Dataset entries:
>>>

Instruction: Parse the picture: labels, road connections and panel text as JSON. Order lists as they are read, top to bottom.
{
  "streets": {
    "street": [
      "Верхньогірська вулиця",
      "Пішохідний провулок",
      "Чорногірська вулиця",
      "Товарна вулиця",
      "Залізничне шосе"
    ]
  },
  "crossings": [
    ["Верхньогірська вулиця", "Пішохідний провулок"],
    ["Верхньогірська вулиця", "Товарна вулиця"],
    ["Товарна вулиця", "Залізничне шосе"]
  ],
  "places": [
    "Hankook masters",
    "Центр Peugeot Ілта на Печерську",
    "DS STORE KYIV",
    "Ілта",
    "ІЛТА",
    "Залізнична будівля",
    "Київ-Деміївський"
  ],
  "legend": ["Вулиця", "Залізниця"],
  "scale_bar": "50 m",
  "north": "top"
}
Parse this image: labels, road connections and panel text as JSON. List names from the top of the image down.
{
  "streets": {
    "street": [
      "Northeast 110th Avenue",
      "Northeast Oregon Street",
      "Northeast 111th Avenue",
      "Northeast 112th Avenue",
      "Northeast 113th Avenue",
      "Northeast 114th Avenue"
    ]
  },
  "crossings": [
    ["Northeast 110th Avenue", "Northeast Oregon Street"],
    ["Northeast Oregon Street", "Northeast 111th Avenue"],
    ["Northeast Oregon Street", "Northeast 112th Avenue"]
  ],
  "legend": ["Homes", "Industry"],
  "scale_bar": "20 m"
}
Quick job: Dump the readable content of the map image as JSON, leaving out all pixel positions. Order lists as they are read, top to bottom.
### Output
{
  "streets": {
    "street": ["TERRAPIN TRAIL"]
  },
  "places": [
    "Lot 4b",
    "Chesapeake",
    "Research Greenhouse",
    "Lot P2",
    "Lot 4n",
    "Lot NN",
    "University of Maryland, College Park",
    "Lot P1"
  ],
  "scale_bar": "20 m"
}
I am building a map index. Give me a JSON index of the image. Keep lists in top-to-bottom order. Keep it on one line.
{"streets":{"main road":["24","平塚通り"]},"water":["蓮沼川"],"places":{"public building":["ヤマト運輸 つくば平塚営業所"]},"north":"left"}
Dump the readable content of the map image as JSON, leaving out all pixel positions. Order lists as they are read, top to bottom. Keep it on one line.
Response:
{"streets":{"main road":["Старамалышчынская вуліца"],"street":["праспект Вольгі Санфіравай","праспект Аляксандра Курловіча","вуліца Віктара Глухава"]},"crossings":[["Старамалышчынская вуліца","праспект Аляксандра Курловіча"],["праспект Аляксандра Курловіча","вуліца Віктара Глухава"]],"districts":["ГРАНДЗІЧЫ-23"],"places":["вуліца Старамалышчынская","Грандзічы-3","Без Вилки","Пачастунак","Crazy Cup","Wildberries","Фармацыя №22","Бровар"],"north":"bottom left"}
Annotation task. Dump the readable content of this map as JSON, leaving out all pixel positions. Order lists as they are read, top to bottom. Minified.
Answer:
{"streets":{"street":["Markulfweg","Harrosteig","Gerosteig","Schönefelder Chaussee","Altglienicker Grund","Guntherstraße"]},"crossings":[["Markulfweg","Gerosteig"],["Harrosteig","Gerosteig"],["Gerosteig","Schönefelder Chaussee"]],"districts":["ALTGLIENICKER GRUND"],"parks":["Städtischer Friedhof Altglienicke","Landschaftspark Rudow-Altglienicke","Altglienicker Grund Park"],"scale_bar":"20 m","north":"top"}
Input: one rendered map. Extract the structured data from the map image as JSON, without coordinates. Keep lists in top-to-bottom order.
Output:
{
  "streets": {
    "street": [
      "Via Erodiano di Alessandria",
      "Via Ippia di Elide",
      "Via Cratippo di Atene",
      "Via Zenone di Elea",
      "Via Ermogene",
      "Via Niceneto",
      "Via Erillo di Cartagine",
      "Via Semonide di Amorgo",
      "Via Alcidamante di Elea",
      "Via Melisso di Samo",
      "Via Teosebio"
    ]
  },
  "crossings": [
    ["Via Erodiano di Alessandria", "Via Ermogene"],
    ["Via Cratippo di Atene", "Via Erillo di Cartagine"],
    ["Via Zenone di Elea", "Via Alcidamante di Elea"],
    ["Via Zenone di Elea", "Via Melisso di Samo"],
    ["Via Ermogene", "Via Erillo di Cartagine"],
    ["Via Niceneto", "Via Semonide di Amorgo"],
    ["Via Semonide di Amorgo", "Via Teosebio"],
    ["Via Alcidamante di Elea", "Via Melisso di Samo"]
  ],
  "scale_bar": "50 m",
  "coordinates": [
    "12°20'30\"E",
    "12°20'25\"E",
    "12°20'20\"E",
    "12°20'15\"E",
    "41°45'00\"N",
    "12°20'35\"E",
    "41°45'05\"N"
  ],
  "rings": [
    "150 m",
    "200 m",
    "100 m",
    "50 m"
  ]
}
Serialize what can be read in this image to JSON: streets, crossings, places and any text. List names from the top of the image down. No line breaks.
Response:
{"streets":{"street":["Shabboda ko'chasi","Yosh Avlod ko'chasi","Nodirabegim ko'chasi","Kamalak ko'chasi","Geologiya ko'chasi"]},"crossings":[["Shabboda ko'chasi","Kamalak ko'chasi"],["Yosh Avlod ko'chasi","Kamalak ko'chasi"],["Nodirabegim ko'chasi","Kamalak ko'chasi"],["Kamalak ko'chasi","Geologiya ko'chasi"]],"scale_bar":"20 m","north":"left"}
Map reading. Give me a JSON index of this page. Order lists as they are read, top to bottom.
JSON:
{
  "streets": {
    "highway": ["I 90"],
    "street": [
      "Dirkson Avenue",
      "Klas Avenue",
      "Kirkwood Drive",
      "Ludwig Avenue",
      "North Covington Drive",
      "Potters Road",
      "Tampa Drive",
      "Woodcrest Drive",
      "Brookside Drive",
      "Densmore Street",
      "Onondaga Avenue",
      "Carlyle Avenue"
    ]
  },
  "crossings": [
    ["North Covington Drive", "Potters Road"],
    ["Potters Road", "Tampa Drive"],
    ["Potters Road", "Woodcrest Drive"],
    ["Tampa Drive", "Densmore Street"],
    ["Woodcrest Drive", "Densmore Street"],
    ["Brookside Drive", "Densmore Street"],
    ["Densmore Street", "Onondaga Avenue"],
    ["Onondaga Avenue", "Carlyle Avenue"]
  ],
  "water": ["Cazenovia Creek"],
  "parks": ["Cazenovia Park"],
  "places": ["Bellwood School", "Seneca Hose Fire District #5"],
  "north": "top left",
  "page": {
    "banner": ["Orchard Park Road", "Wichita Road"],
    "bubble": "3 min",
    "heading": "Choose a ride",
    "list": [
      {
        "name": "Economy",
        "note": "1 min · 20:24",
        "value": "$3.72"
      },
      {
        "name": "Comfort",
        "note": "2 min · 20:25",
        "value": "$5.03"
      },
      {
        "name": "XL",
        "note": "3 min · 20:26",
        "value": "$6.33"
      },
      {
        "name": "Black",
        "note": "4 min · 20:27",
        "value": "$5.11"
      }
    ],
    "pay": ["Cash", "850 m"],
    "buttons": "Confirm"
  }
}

<<<

TASK ITEM:
Looking at the data above, say how many lines contain the word "Dump", with no added words.

RESPONSE BELOW:
3